SOOC JPEG. XT2, custom Acros, 80mm macro


----------



## tirediron (May 15, 2018)

Very nice... what loco?


----------



## jcdeboever (May 15, 2018)

Not sure. It wasn't marked.


----------



## tirediron (May 15, 2018)

jcdeboever said:


> Not sure. It wasn't marked.


 

Wider shot?


----------



## jcdeboever (May 15, 2018)

Fenced in


----------



## snowbear (May 15, 2018)

How many wheels (little front -big - little back)?   ooOOOo = 4-6-2


----------



## jcdeboever (May 15, 2018)

Oh boy, got to go back. I was looking for composition thru fence. You guys....


----------



## snowbear (May 15, 2018)

jcdeboever said:


> Oh boy, got to go back. I was looking for composition thru fence. You guys....


Not a biggie.

Nice shot, though.


----------



## tirediron (May 15, 2018)

Details are important!!!!


----------



## Jeff15 (May 16, 2018)

Nice close up of the wheel...


----------



## jcdeboever (May 16, 2018)

tirediron said:


> Very nice... what loco?


 @snowbear 
It's a steam locomotive. Grand Trunk Western. Model BLW 4-6-2. Built as GTW 5030 in 1902.


----------



## snowbear (May 16, 2018)

4-6-2 "Pacific."  The Baltimore & Ohio (first common carrier RR in the US) used them for passenger service.  "BLW" indicates Baldwin Locomotive Works (the builder) - GTW had 4 Pacifics from Baldwin and 4 from ALCO (American Locomotive Co).


----------



## jcdeboever (May 16, 2018)

snowbear said:


> 4-6-2 "Pacific."  The Baltimore & Ohio (first common carrier RR in the US) used them for passenger service.  "BLW" indicates Baldwin Locomotive Works (the builder) - GTW had 4 Pacifics from Baldwin and 4 from ALCO (American Locomotive Co).

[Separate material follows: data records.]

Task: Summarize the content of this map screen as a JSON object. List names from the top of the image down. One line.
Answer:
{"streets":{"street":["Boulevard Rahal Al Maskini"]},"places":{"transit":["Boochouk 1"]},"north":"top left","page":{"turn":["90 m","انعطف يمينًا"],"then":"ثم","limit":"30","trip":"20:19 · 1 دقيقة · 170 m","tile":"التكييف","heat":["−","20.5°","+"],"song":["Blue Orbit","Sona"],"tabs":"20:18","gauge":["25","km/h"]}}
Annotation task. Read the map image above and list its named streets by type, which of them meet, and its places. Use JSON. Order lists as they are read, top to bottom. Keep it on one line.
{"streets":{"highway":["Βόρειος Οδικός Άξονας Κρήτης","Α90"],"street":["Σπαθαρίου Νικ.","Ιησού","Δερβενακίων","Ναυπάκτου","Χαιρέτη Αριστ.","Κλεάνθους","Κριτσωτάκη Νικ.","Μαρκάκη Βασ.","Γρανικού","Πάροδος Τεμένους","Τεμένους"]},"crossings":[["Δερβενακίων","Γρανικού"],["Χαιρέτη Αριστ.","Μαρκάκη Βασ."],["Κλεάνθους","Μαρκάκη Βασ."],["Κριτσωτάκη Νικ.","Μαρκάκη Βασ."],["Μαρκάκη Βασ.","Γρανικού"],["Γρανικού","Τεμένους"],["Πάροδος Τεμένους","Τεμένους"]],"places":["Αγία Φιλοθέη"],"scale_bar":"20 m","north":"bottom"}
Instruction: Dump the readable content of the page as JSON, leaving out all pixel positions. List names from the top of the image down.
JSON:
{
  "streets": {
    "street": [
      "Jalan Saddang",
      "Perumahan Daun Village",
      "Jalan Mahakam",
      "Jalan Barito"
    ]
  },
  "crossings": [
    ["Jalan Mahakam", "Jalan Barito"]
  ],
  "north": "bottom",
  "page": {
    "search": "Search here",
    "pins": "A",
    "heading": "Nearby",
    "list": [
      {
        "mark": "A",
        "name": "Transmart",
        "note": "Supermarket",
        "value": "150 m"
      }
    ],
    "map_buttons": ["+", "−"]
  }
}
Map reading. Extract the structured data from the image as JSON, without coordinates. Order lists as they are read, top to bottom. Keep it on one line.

Neat, lot of good info in that link. I feel smarter now[emoji4]


----------



## snowbear (May 16, 2018)

jcdeboever said:


> snowbear said:
> 
> 
> > 4-6-2 "Pacific."  The Baltimore & Ohio (first common carrier RR in the US) used them for passenger service.  "BLW" indicates Baldwin Locomotive Works (the builder) - GTW had 4 Pacifics from Baldwin and 4 from ALCO (American Locomotive Co).
> ...


Dad was a model railroader, so I picked up a few things.  I gave a brief presentation on the B&O in a history class when I went to the community college.


----------



## smoke665 (May 16, 2018)

Nice JC and the education was a bonus.


----------